J’ai eu la chance de naître dans une famille aimante. Nous faisions partie de la classe moyenne colombienne. Grâce au travail de mon père avocat, nous avons pu vivre dans de beaux endroits sans jamais avoir à nous plaindre. Les choses se sont compliquées dans les années 1980-1990 avec ce qui s’est passé en Colombie (la progression du narcotrafic qui a déstabilisé l’État et provoqué la montée de la violence, NdlR). Ces années-là ont été un peu plus difficiles, même si nous avons continué à vivre dans de bonnes conditions. 

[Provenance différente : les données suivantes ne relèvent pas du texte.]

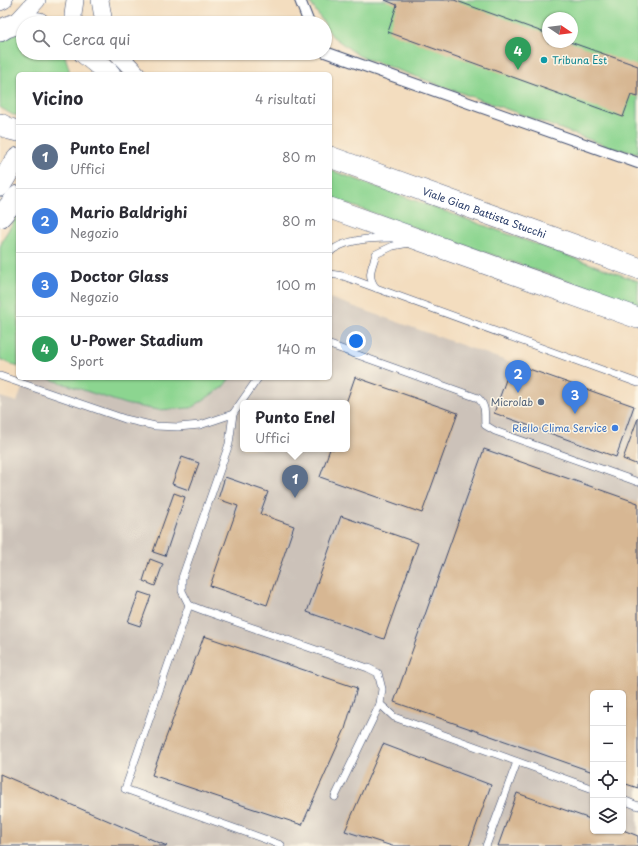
<!DOCTYPE html>
<html lang="it">
<head>
<meta charset="utf-8">
<style>
  body { margin:0; font-family:"Playpen Sans",sans-serif; background:#f7f7f7; color:#2b2b33 }
  .controls { position:absolute; right:12px; bottom:12px; display:grid; overflow:hidden; border-radius:6px; box-shadow:0 1px 3px #0004 }
  .controls button { width:36px; height:36px; display:grid; place-items:center; padding:0; border:0; border-bottom:1px solid #e1e1e2; background:#fff; color:#2b2b33; font:20px sans-serif }
  .compass { position:absolute; left:542px; top:12px; width:36px; height:36px; border-radius:50%; background:#fff; box-shadow:0 1px 3px #0004; rotate:103deg }
  .you { position:absolute; left:356px; top:341px; width:14px; height:14px; margin:-10px; border:3px solid #fff; border-radius:50%; background:#1a73e8; box-shadow:0 0 0 6px #1a73e833 }
  .badge { display:grid; place-items:center; width:26px; height:26px; border-radius:50%; background:#0b8043; color:#fff; font-size:13px; font-weight:700 }
  .pin { position:absolute; translate:-50% -33px; filter:drop-shadow(0 1px 2px #0008) }
  .pin::after { content:''; position:absolute; top:21px; width:14px; height:12px; background:inherit; clip-path:polygon(0 0,100% 0,50% 100%) }
  .popup { position:absolute; left:240px; top:400px; width:110px; height:52px; box-sizing:border-box; display:grid; place-content:center; border-radius:6px; background:#fff; filter:drop-shadow(0 1px 3px #0005); font-size:13px; white-space:nowrap; color:#7c7c81 }
  .popup b { font-size:15px; color:#2b2b33 }
  .popup::after { content:''; position:absolute; left:50%; top:100%; margin-left:-8px; border:8px solid transparent; border-top-color:#fff }
  .list { margin:0; padding:0; list-style:none }
  h2 { display:flex; justify-content:space-between; align-items:center; height:52px; margin:0; padding:0 16px; font-size:17px }
  h2 small { font-size:13px; font-weight:400; color:#7c7c81 }
  .list li { display:grid; grid-template-columns:26px 1fr auto; gap:12px; align-items:center; box-sizing:border-box; height:64px; padding:0 16px; border-top:1px solid #e1e1e2 }
  .list b { display:block; font-size:15px; white-space:nowrap }
  .list p { margin:0; font-size:13px; white-space:nowrap; color:#7c7c81 }
  .list em { font-size:13px; font-style:normal; color:#7c7c81 }
  .icon { flex:none; width:22px; height:22px; fill:none; stroke:currentColor; stroke-width:2; stroke-linecap:round; stroke-linejoin:round }
  .map { position:relative; flex:none; width:638px; height:846px; overflow:hidden }
  .search { position:absolute; background:#fff; box-shadow:0 1px 3px #0004; left:16px; top:16px; width:316px; height:44px; display:flex; align-items:center; gap:10px; box-sizing:border-box; padding:0 14px; border-radius:22px; color:#7c7c81; font-size:15px }
  .panel { position:absolute; background:#fff; box-shadow:0 1px 3px #0004; left:16px; top:72px; width:316px; height:308px; border-radius:6px }
  .map>svg:first-child { display:block }
  .industrial { fill:#ccc2b9; fill-rule:evenodd }
  .green { fill:#8cd590; stroke:#548277; fill-rule:evenodd }
  .building { fill:#d7b793 }
  .lines { fill:none; stroke-linecap:round; stroke-linejoin:round }
  .service-casing { stroke:#3b496d; stroke-width:8 }
  .pedestrian-casing { stroke:#3b496d; stroke-width:12 }
  .tertiary-casing { stroke:#3b496d; stroke-width:18 }
  .primary-casing { stroke:#3b496d; stroke-width:22 }
  .service { stroke:#fff; stroke-width:7 }
  .pedestrian { stroke:#fff; stroke-width:10 }
  .tertiary { stroke:#fff; stroke-width:17 }
  .primary { stroke:#fff; stroke-width:21 }
  .culture-dot { fill:#0f9aa8; stroke:#fcf5e5; stroke-width:1.5 }
  .service-dot { fill:#5c6f8a; stroke:#fcf5e5; stroke-width:1.5 }
  .shop-dot { fill:#3f7fe0; stroke:#fcf5e5; stroke-width:1.5 }
  .labels { text-anchor:middle; stroke-width:3; stroke-linejoin:round; paint-order:stroke }
  .culture-label { font-size:10px; fill:#0d838f; stroke:#fcf5e5; text-anchor:start }
  .street-label { font-size:10px; fill:#1b2f5e; stroke:#fcf5e5 }
  .service-label { font-size:10px; fill:#4e5e75; stroke:#fcf5e5; text-anchor:end }
  .shop-label { font-size:10px; fill:#366cbe; stroke:#fcf5e5; text-anchor:end }
</style>
</head>
<body>
<div class="map">
<svg width="638" height="846" viewBox="0 0 638 846">
  <rect width="100%" height="100%" fill="#fcf5e5"/>
  <filter id="ink" filterUnits="userSpaceOnUse"><feTurbulence type="fractalNoise" baseFrequency=".025" numOctaves="2"/><feDisplacementMap in="SourceGraphic" scale="8" xChannelSelector="R" yChannelSelector="G"/><feConvolveMatrix kernelMatrix="1 2 1 2 8 2 1 2 1" color-interpolation-filters="sRGB"/></filter>
  <filter id="wash" filterUnits="userSpaceOnUse"><feTurbulence type="fractalNoise" baseFrequency=".012" numOctaves="4" result="noise"/><feDisplacementMap in="SourceGraphic" scale="16" xChannelSelector="R" yChannelSelector="G"/><feGaussianBlur stdDeviation="0.9" result="paint"/><feColorMatrix in="noise" values="0 0 0 0 0 0 0 0 0 0 0 0 0 0 0 0 0 1.4 0 .05"/><feComposite in="paint" operator="in"/></filter>
  <g filter="url(#wash)">
    <rect width="100%" height="100%" fill="#f3ddbf"/>
    <!-- industrial -->
    <path class="industrial" d="M330,298L512,363L494,414L616,457L634,406L638,408V417L623,459L638,465V846H0V397L17,402L25,378H47L125,404L158,410L191,408L223,387L230,378H330ZM243,403H347V449H243ZM593,693H623V831H593Z"/>
    <!-- green -->
    <g class="green">
      <path d="M310,0H638V153L612,148L512,111L478,99L359,56L332,36L325,25V23H324L311,4ZM548,18H572V42H548Z"/>
      <polygon points="23,32 23,53 64,53 69,69 69,74 18,74 18,115 13,115 1,108 0,107 0,42 2,40 16,33"/>
      <polygon points="330,170 638,281 638,306 330,198"/>
      <polygon points="18,215 18,367 0,359 0,247 4,237"/>
      <polygon points="47,378 230,378 223,387 191,408 158,410 125,404"/>
    </g>
    <g id="blocks">
      <!-- building -->
      <g class="building">
        <polygon points="385,0 454,0 548,34 548,42 570,42 638,66 638,97 631,95 623,117 388,32 397,5"/>
        <polygon points="512,363 634,406 616,457 494,413"/>
        <polygon points="355,377 458,413 422,513 320,477 330,449 347,449 347,403 346,403"/>
        <polygon points="638,418 638,465 623,459"/>
        <polygon points="484,449 638,503 638,788 623,783 623,693 593,693 593,772 394,702"/>
        <polygon points="182,457 199,463 189,490 172,484"/>
        <polygon points="225,477 268,492 260,514 294,526 267,605 210,586 238,506 218,499"/>
        <polygon points="174,493 185,497 165,556 153,552"/>
        <polygon points="341,516 418,543 384,639 307,612"/>
        <polygon points="150,559 163,564 155,586 143,581"/>
        <polygon points="139,592 151,596 140,626 128,622"/>
        <polygon points="204,636 357,688 345,729 302,825 152,775"/>
        <polygon points="383,744 491,785 469,846 392,846 345,831"/>
        <polygon points="0,774 167,846 0,846"/>
        <polygon points="517,793 593,820 593,831 623,830 638,836 638,846 498,846"/>
      </g>
    </g>
  </g>
  <g filter="url(#ink)">
    <use href="#blocks" fill-opacity="0" stroke="#3b496d" stroke-width="1"/>
    <g class="lines">
      <defs>
        <g id="service">
          <path d="M330,252C344,239 372,238 391,238"/>
          <polyline points="330,274 343,276 638,383"/>
          <path d="M376,288C366,276 372,268 376,254L393,246L409,243"/>
          <path d="M330,345L478,398C487,407 484,414 485,425L495,431L638,482"/>
          <polyline points="0,376 125,419 155,426 178,427 200,425 233,414 258,378"/>
          <polyline points="233,414 229,444 182,578 182,591 189,605 202,610 368,668 378,673 382,689 380,704 394,717 593,789"/>
          <polyline points="189,605 125,789 281,845"/>
          <polyline points="335,797 380,704"/>
          <polyline points="623,800 638,806"/>
          <polyline points="486,846 517,762"/>
        </g>
        <g id="pedestrian">
          <polyline points="300,0 309,23"/>
          <polyline points="325,52 638,163"/>
        </g>
        <g id="tertiary">
          <polyline points="100,0 104,23"/>
          <polyline points="0,2 4,0"/>
          <polyline points="74,23 73,15 75,0"/>
          <polyline points="15,24 37,0"/>
          <polyline points="117,53 137,74"/>
        </g>
        <g id="primary">
          <path d="M0,31C12,23 25,21 39,23"/>
          <polyline points="84,53 110,74"/>
          <polyline points="0,124 10,129 18,131"/>
          <path id="s1" d="M330,157L638,268"/>
          <polyline points="0,186 13,164 18,158"/>
          <polyline points="330,208 638,318"/>
          <polyline points="0,217 18,196"/>
        </g>
      </defs>
      <!-- service casing -->
      <use href="#service" class="service-casing"/>
      <!-- pedestrian casing -->
      <use href="#pedestrian" class="pedestrian-casing"/>
      <!-- tertiary casing -->
      <use href="#tertiary" class="tertiary-casing"/>
      <!-- primary casing -->
      <use href="#primary" class="primary-casing"/>
      <!-- service -->
      <use href="#service" class="service"/>
      <!-- pedestrian -->
      <use href="#pedestrian" class="pedestrian"/>
      <!-- tertiary -->
      <use href="#tertiary" class="tertiary"/>
      <!-- primary -->
      <use href="#primary" class="primary"/>
    </g>
  </g>
  <!-- markers -->
  <circle class="culture-dot" cx="544" cy="60" r="4"/>
  <circle class="service-dot" cx="541" cy="402" r="4"/>
  <circle class="shop-dot" cx="615" cy="428" r="4"/>
  <g class="labels">
    <!-- culture labels -->
    <g class="culture-label">
      <text x="552" y="64">Tribuna Est</text>
    </g>
    <!-- street labels -->
    <g class="street-label">
      <text dy="4" stroke="none"><textPath href="#s1" startOffset="164">Viale Gian Battista Stucchi</textPath></text>
    </g>
    <!-- service labels -->
    <g class="service-label">
      <text x="533" y="406">Microlab</text>
    </g>
    <!-- shop labels -->
    <g class="shop-label">
      <text x="607" y="432">Riello Clima Service</text>
    </g>
  </g>
</svg>
<div class="controls">
<button>+</button>
<button>−</button>
<button><svg class="icon" aria-label="locate" viewBox="0 0 24 24"><circle cx="12" cy="12" r="6"/><path d="M12 2v4M12 18v4M2 12h4M18 12h4"/></svg></button>
<button><svg class="icon" aria-label="layers" viewBox="0 0 24 24"><path d="M12 4l9 5-9 5-9-5zM3 14l9 5 9-5"/></svg></button>
</div>
<svg class="compass" viewBox="-18 -18 36 36"><path d="M0-13l5 13h-10z" fill="#e53935"/><path d="M0 13l5-13h-10z" fill="#7c7c81"/></svg>
<div class="you"></div>
<div class="pin badge" style="left:295px;top:498px;background:#5c6f8a">1</div>
<div class="popup"><b>Punto Enel</b>Uffici</div>
<div class="pin badge" style="left:518px;top:393px;background:#3f7fe0">2</div>
<div class="pin badge" style="left:575px;top:414px;background:#3f7fe0">3</div>
<div class="pin badge" style="left:518px;top:70px;background:#2e9e5b">4</div>
<div class="search"><svg class="icon" aria-label="search" viewBox="0 0 24 24"><circle cx="10" cy="10" r="6"/><path d="M15 15l6 6"/></svg>Cerca qui</div>
<section class="panel">
<h2>Vicino<small>4 risultati</small></h2>
<ul class="list">
<li><span class="badge" style="background:#5c6f8a">1</span><div><b>Punto Enel</b><p>Uffici</p></div><em>80 m</em></li>
<li><span class="badge" style="background:#3f7fe0">2</span><div><b>Mario Baldrighi</b><p>Negozio</p></div><em>80 m</em></li>
<li><span class="badge" style="background:#3f7fe0">3</span><div><b>Doctor Glass</b><p>Negozio</p></div><em>100 m</em></li>
<li><span class="badge" style="background:#2e9e5b">4</span><div><b>U-Power Stadium</b><p>Sport</p></div><em>140 m</em></li>
</ul>
</section>
</div>
</body>
</html>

« Je suis tellement amoureux de mon pays d’origine, tellement fier, tellement passionné. La Colombie m’a donné une vision différente de la vie, des racines, le goût des couleurs et de la fête. Il y a une chanson qui dit que “l’Amérique latine est un pays auquel on a coupé les jambes, mais qui n’a jamais cessé de marcher”. Le peuple colombien est comme ça. Il vit avec philosophie et continue à être heureux même s’il possède peu. » © Le Photographe du Dimanche

Un souvenir particulier de cette époque violente pour la Colombie ?

Je me rappelle le temps où les cartels de Medellín et de Cali se faisaient une guerre de territoire. Un jour, nous avons déposé ma mère pas loin de la Calle 93, où il y avait un centre commercial. Nous sommes partis et, 30 minutes plus tard, une bombe a explosé. Je devais avoir 5 ans, mais je garde en mémoire la panique à la maison. Nous pensions que ma mère et ma tante étaient là-bas à faire leurs courses. Elles étaient parties ailleurs.

Qu’est-ce qui vous a le plus marqué à votre arrivée en France à l’âge de 18 ans ?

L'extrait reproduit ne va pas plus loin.